Microprocessors and microsystems wasn’t the only title affected – the researchers also found evidence of tortured phrases in articles published in 35 other journals. “Preliminary research shows that several thousands of articles with tortured phrases are indexed in large databases,” they write, adding that “other tortured phrases relating to the concepts of other scientific fields have yet to be uncovered.”

Special investigation

Around the time Cabanac and his colleagues first noticed the tormented phrases, and without their knowing it, became the editor of Microprocessors and microsystems began to have concerns about the integrity and rigor of peer-reviewed articles published in some of the special editions of the journal.

The magazine’s editor, Elsevier, opened an investigation. This is still ongoing, but in mid-July the publisher added its concern to its 400+ articles that have appeared in six special editions of the magazine.

The concerned statements state that the papers in the affected special issues of the Microprocessors and microsystems will be progressively “independently re-evaluated” and the journal will publish further updates on its status after the research is complete.

A “configuration error in the editorial system” of the magazine had meant that neither the editor-in-chief nor the editor in charge of editing received it for approval as intended, the publisher said. “This configuration bug was a temporary system migration issue and was fixed as soon as it was discovered,” the note said.

An Elsevier spokesman said nature in a statement that the Microprocessors and microsystems Research has found that the authors likely used back translation software to cover up plagiarism, and that this is the likely source of the tormented phrases.

The investigation also found that 49 articles flagged as suspicious by Cabanac and his colleagues and published in the magazine’s standard editions were originally submitted in special editions and accepted by guest editors, “but were then published in regular editions by the authors.” ‘Inquiry,’ the statement said.
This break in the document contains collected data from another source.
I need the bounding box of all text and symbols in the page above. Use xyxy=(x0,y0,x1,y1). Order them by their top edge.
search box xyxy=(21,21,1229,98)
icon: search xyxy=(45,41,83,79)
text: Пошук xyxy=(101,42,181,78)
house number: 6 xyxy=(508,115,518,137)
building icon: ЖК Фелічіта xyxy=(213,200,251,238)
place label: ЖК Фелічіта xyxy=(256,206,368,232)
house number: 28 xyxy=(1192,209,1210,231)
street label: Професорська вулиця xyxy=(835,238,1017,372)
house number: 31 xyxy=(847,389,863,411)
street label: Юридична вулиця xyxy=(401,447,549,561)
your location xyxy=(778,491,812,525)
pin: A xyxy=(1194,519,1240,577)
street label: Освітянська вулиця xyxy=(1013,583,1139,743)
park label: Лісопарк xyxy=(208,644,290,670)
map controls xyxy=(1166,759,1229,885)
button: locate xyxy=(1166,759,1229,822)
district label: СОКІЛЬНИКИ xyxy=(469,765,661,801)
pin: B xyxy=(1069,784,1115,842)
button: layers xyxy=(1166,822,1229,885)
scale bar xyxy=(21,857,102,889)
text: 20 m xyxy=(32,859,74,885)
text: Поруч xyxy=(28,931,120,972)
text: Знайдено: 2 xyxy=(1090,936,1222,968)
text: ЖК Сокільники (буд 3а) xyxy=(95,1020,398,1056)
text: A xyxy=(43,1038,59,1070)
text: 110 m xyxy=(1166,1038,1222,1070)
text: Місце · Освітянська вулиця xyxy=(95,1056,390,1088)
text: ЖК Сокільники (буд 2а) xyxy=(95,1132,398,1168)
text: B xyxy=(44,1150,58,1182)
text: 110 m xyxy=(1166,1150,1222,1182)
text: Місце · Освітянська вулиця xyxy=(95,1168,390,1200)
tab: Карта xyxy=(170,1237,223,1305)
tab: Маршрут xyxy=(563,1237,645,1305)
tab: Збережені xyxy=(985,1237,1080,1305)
These papers are already part of Elsevier’s investigation, she adds.

Elisabeth Bik, a California Scientific Integrity Analyst who is known for her ability to spot duplicate images in papers, says the results of Cabanac’s research are “shocking.” “This is a very new and unsettling kind of manufactured paper,” she adds.

Jennifer Byrne, a molecular oncology researcher at the University of Sydney, Australia who is also working on the discovery of fabricated papers, says this is likely the tip of the iceberg because the researchers only looked closely at one publisher’s journal. “These papers were also found because they were of very poor quality, but there could be more plausible AI-generated papers in the literature that are harder to see,” she adds.